### WHAT THIS TASK INVOLVES
Transcribe each record below word for word.
Top of PROVIDED RECORDS
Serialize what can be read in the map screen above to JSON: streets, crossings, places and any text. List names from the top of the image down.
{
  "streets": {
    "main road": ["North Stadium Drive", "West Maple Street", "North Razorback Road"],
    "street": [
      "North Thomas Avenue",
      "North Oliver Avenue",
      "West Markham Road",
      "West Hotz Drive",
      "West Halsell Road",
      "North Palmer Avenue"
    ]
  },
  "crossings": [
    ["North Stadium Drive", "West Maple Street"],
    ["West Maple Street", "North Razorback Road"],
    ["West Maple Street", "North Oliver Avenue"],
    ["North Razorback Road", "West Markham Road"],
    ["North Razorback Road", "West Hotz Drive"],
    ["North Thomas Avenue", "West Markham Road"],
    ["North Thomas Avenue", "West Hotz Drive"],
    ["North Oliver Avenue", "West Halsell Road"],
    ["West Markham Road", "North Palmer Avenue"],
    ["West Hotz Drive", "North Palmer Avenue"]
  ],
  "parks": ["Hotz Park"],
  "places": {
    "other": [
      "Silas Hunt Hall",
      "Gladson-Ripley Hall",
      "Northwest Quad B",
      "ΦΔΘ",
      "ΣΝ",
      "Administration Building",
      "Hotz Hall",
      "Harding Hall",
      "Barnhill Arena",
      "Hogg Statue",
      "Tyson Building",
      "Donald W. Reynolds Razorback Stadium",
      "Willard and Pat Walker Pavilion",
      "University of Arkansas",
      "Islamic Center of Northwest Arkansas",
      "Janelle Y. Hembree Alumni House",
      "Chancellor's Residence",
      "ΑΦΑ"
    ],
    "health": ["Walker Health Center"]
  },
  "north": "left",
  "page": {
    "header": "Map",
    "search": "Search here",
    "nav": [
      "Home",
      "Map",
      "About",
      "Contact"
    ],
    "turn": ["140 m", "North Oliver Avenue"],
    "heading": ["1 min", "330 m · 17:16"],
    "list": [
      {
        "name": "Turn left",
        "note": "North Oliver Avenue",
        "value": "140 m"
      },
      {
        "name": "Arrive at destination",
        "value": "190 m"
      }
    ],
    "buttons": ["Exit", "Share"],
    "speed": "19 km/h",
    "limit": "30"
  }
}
Bottom of PROVIDED RECORDS
### PROBLEM SOLUTION
Serialize what can be read in the map screen above to JSON: streets, crossings, places and any text. List names from the top of the image down.
{
  "streets": {
    "main road": ["North Stadium Drive", "West Maple Street", "North Razorback Road"],
    "street": [
      "North Thomas Avenue",
      "North Oliver Avenue",
      "West Markham Road",
      "West Hotz Drive",
      "West Halsell Road",
      "North Palmer Avenue"
    ]
  },
  "crossings": [
    ["North Stadium Drive", "West Maple Street"],
    ["West Maple Street", "North Razorback Road"],
    ["West Maple Street", "North Oliver Avenue"],
    ["North Razorback Road", "West Markham Road"],
    ["North Razorback Road", "West Hotz Drive"],
    ["North Thomas Avenue", "West Markham Road"],
    ["North Thomas Avenue", "West Hotz Drive"],
    ["North Oliver Avenue", "West Halsell Road"],
    ["West Markham Road", "North Palmer Avenue"],
    ["West Hotz Drive", "North Palmer Avenue"]
  ],
  "parks": ["Hotz Park"],
  "places": {
    "other": [
      "Silas Hunt Hall",
      "Gladson-Ripley Hall",
      "Northwest Quad B",
      "ΦΔΘ",
      "ΣΝ",
      "Administration Building",
      "Hotz Hall",
      "Harding Hall",
      "Barnhill Arena",
      "Hogg Statue",
      "Tyson Building",
      "Donald W. Reynolds Razorback Stadium",
      "Willard and Pat Walker Pavilion",
      "University of Arkansas",
      "Islamic Center of Northwest Arkansas",
      "Janelle Y. Hembree Alumni House",
      "Chancellor's Residence",
      "ΑΦΑ"
    ],
    "health": ["Walker Health Center"]
  },
  "north": "left",
  "page": {
    "header": "Map",
    "search": "Search here",
    "nav": [
      "Home",
      "Map",
      "About",
      "Contact"
    ],
    "turn": ["140 m", "North Oliver Avenue"],
    "heading": ["1 min", "330 m · 17:16"],
    "list": [
      {
        "name": "Turn left",
        "note": "North Oliver Avenue",
        "value": "140 m"
      },
      {
        "name": "Arrive at destination",
        "value": "190 m"
      }
    ],
    "buttons": ["Exit", "Share"],
    "speed": "19 km/h",
    "limit": "30"
  }
}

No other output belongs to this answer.